▶ _RECORDS_:
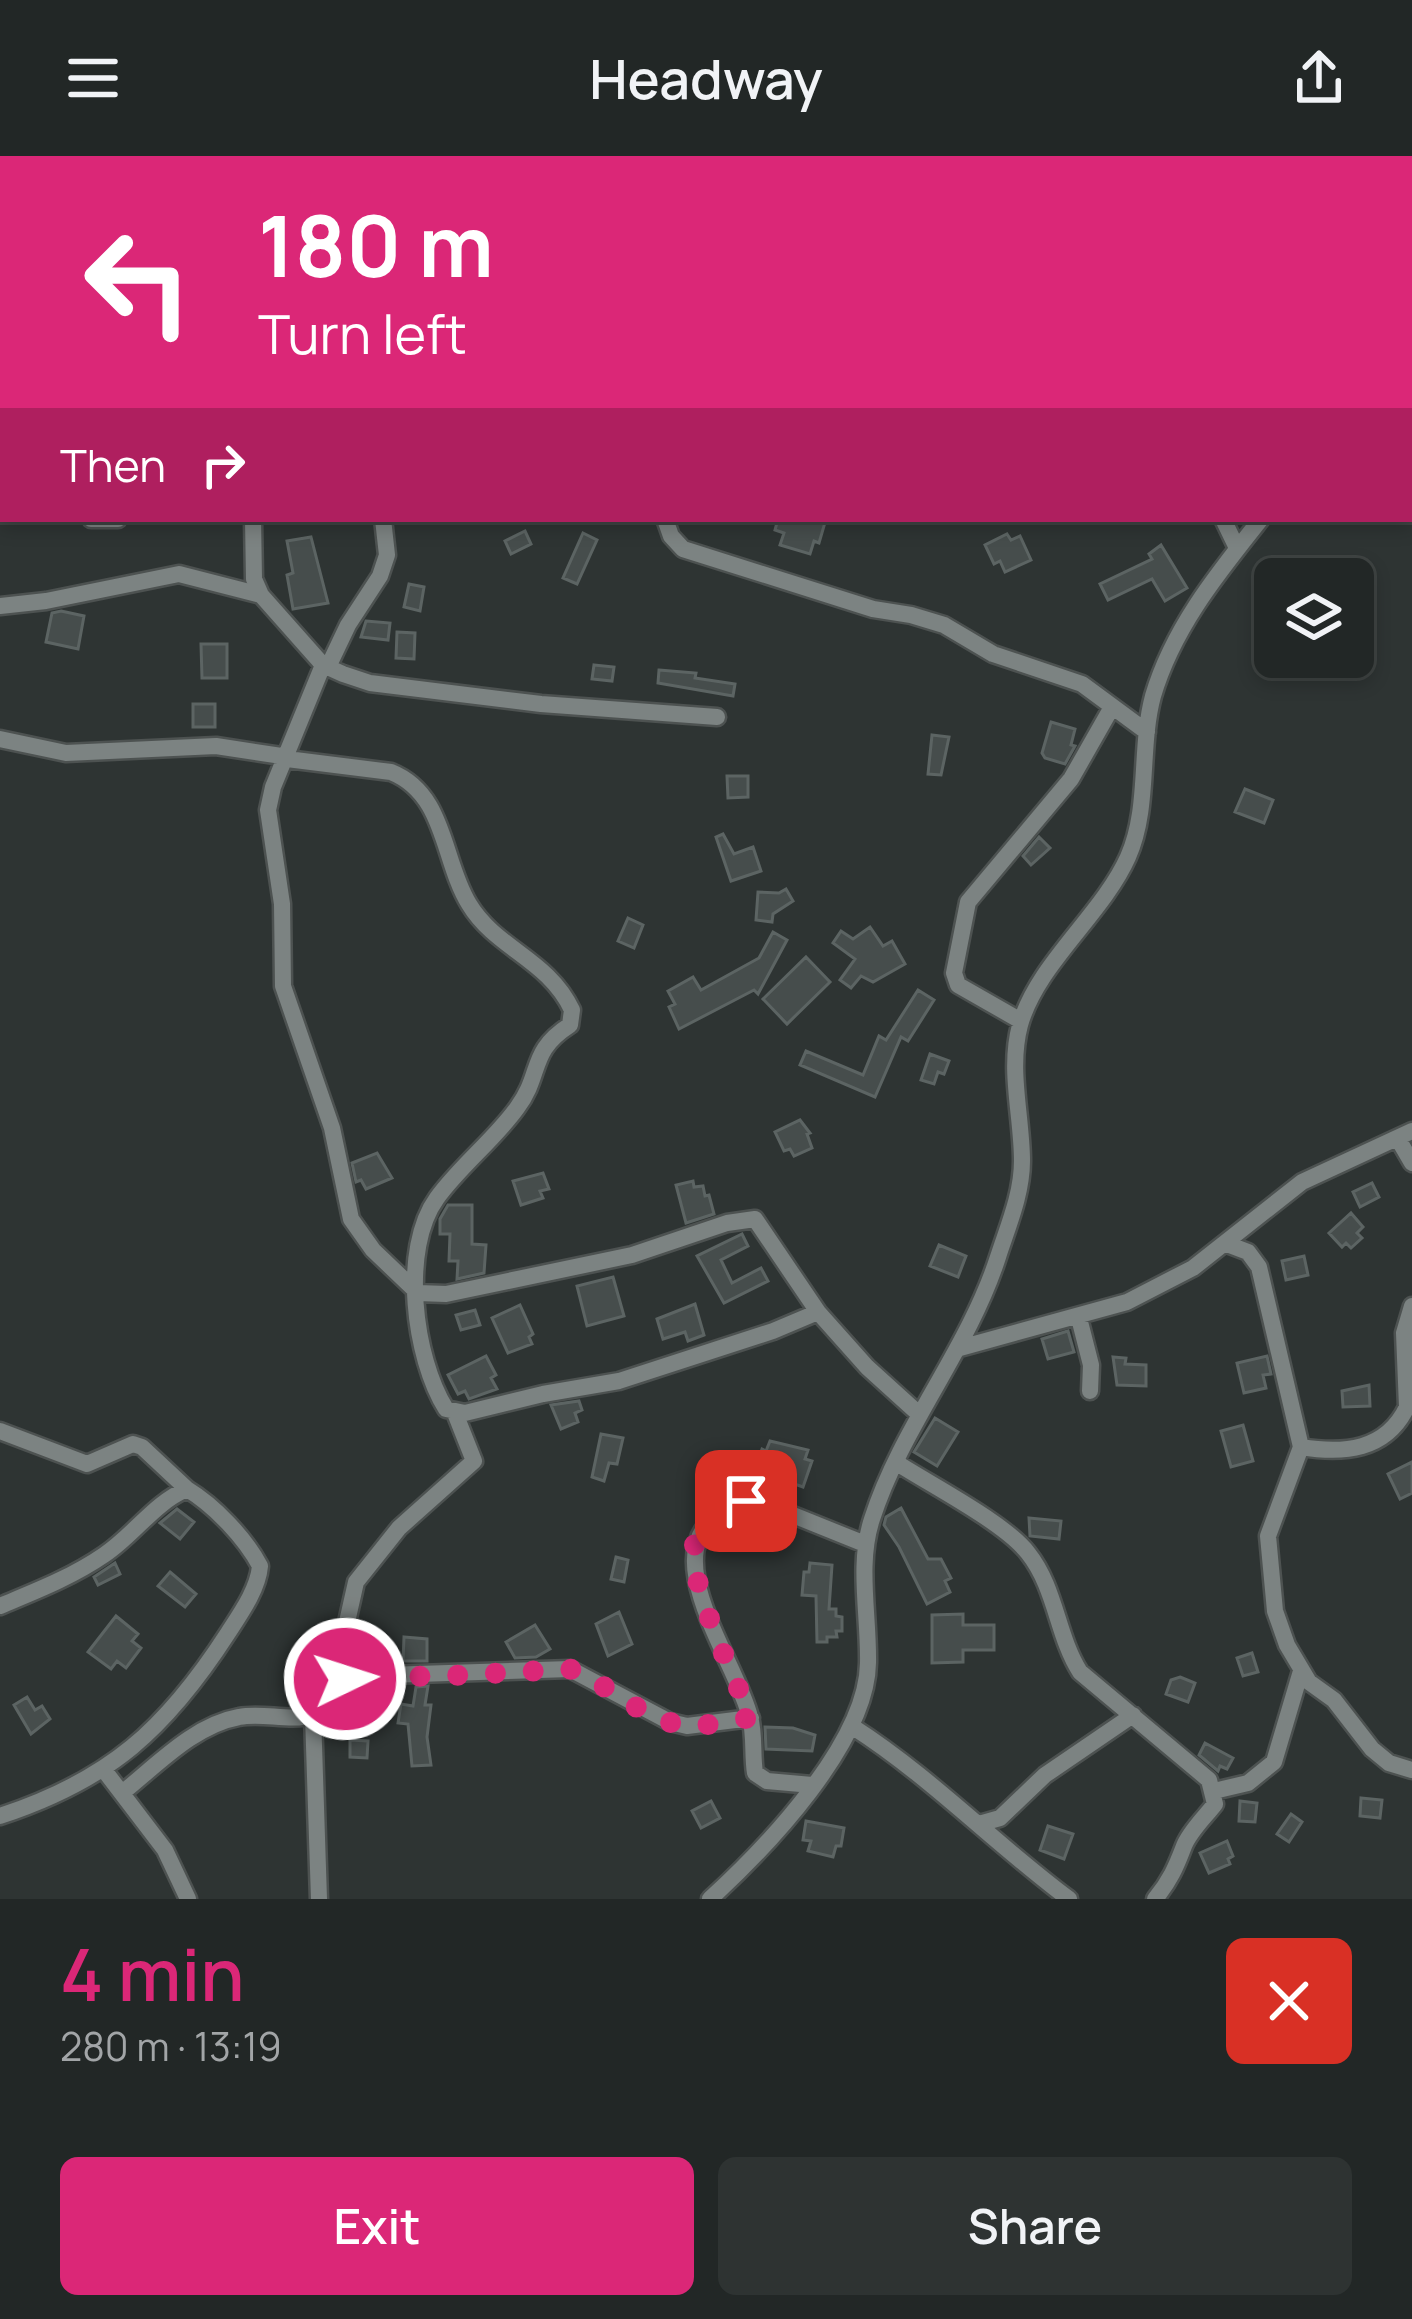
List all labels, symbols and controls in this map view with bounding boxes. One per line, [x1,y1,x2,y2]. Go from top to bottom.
text: Headway [589,41,823,115]
icon: menu [60,45,126,111]
icon: share [1286,45,1352,111]
text: 180 m [258,187,494,302]
icon: left [60,204,216,360]
text: Turn left [258,296,467,370]
icon: right [190,432,256,498]
text: Then [60,434,166,496]
map controls [1254,558,1374,678]
button: layers [1254,558,1374,678]
pin [695,1450,797,1552]
icon: arrive [713,1468,779,1534]
position arrow [282,1616,408,1742]
text: 4 min [60,1924,245,2023]
button: close [1226,1938,1352,2064]
text: 280 m · 13:19 [60,2019,282,2073]
button: Exit [60,2157,694,2295]
button: Share [718,2157,1352,2295]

▶ _WHAT NEEDS TO BE DONE_:
Word for word, restate all of the records. Exclude the pictures.

▶ _EXERCISE RESULT_:
List all labels, symbols and controls in this map view with bounding boxes. One per line, [x1,y1,x2,y2]. Go from top to bottom.
text: Headway [589,41,823,115]
icon: menu [60,45,126,111]
icon: share [1286,45,1352,111]
text: 180 m [258,187,494,302]
icon: left [60,204,216,360]
text: Turn left [258,296,467,370]
icon: right [190,432,256,498]
text: Then [60,434,166,496]
map controls [1254,558,1374,678]
button: layers [1254,558,1374,678]
pin [695,1450,797,1552]
icon: arrive [713,1468,779,1534]
position arrow [282,1616,408,1742]
text: 4 min [60,1924,245,2023]
button: close [1226,1938,1352,2064]
text: 280 m · 13:19 [60,2019,282,2073]
button: Exit [60,2157,694,2295]
button: Share [718,2157,1352,2295]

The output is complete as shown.